▸ **DATA FOR THIS TASK**:
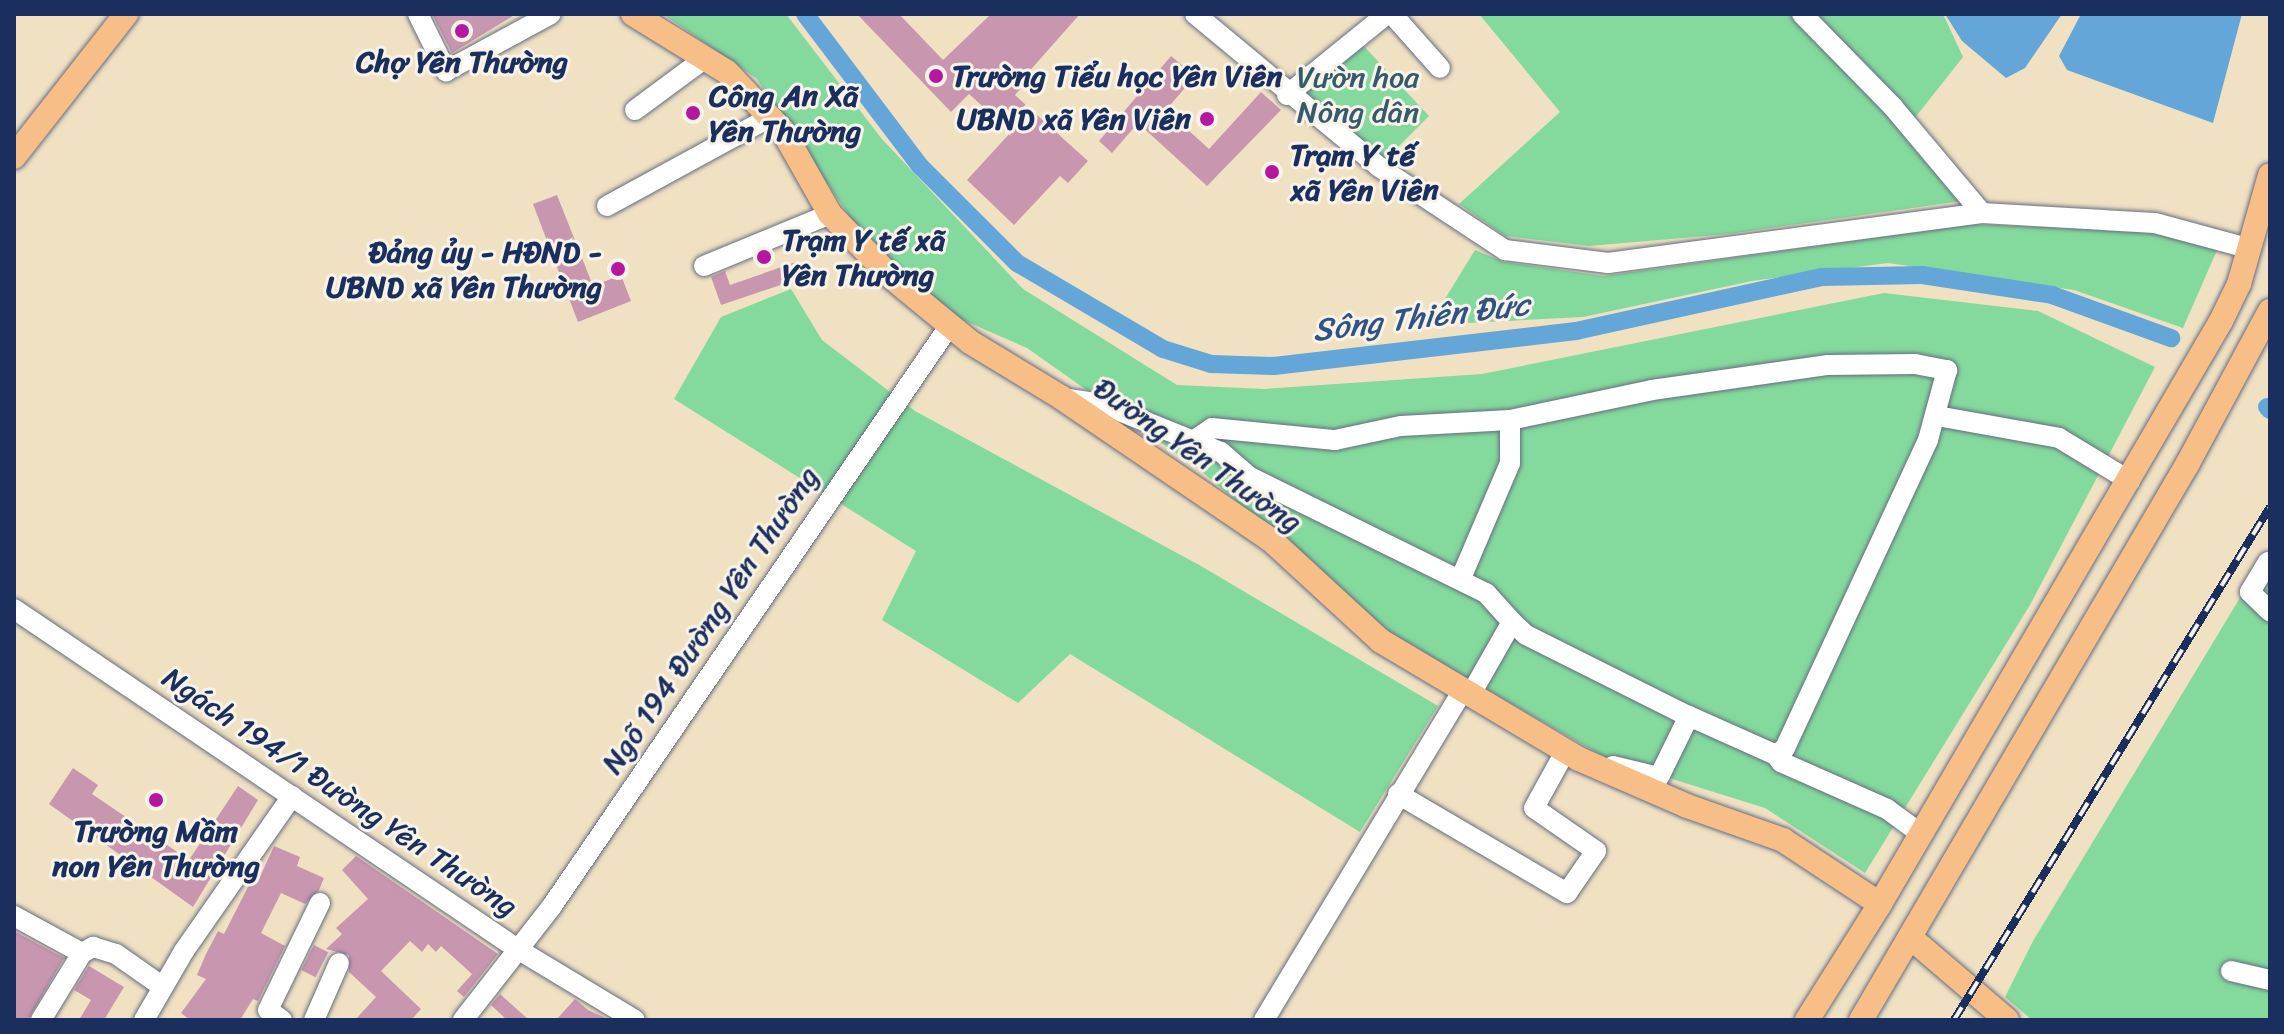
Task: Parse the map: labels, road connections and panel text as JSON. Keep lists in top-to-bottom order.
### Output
{
  "streets": {
    "main road": ["Đường Yên Thường"],
    "street": ["Ngõ 194 Đường Yên Thường", "Ngách 194/1 Đường Yên Thường"]
  },
  "crossings": [
    ["Đường Yên Thường", "Ngõ 194 Đường Yên Thường"],
    ["Ngõ 194 Đường Yên Thường", "Ngách 194/1 Đường Yên Thường"]
  ],
  "water": ["Sông Thiên Đức"],
  "parks": ["Vườn hoa Nông dân"],
  "places": [
    "Chợ Yên Thường",
    "Trường Tiểu học Yên Viên",
    "Công An Xã Yên Thường",
    "UBND xã Yên Viên",
    "Trạm Y tế xã Yên Viên",
    "Trạm Y tế xã Yên Thường",
    "Đảng ủy - HĐND - UBND xã Yên Thường",
    "Trường Mầm non Yên Thường"
  ]
}
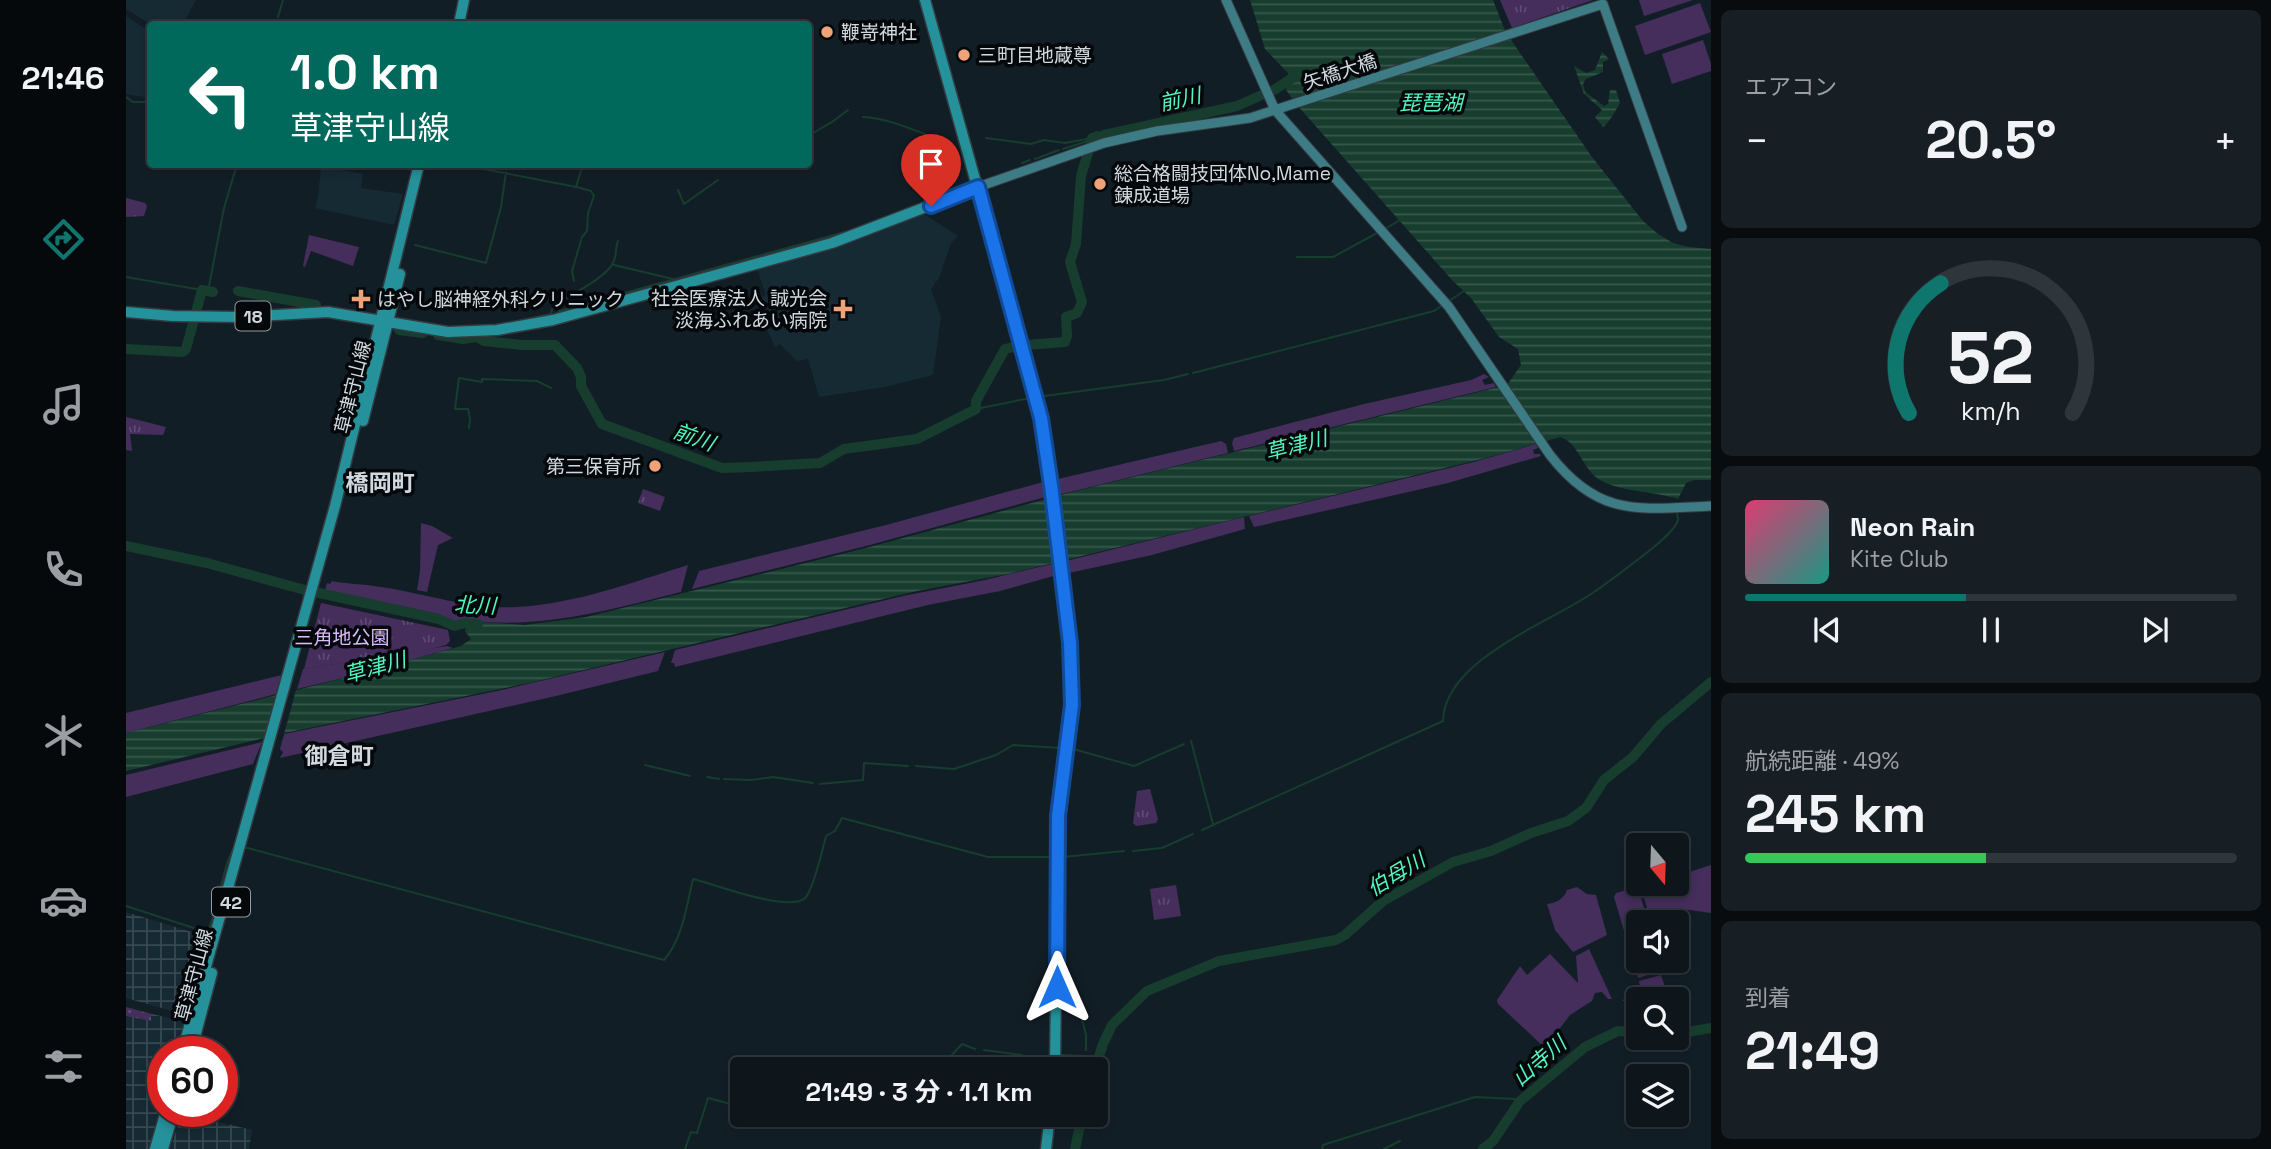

▸ **DIRECTIONS**: Pictures stay out of the copy, while everything else in the records above goes in exactly as written.

▸ **RESULT**:
Task: Parse the map: labels, road connections and panel text as JSON. Keep lists in top-to-bottom order.
### Output
{
  "streets": {
    "main road": ["Đường Yên Thường"],
    "street": ["Ngõ 194 Đường Yên Thường", "Ngách 194/1 Đường Yên Thường"]
  },
  "crossings": [
    ["Đường Yên Thường", "Ngõ 194 Đường Yên Thường"],
    ["Ngõ 194 Đường Yên Thường", "Ngách 194/1 Đường Yên Thường"]
  ],
  "water": ["Sông Thiên Đức"],
  "parks": ["Vườn hoa Nông dân"],
  "places": [
    "Chợ Yên Thường",
    "Trường Tiểu học Yên Viên",
    "Công An Xã Yên Thường",
    "UBND xã Yên Viên",
    "Trạm Y tế xã Yên Viên",
    "Trạm Y tế xã Yên Thường",
    "Đảng ủy - HĐND - UBND xã Yên Thường",
    "Trường Mầm non Yên Thường"
  ]
}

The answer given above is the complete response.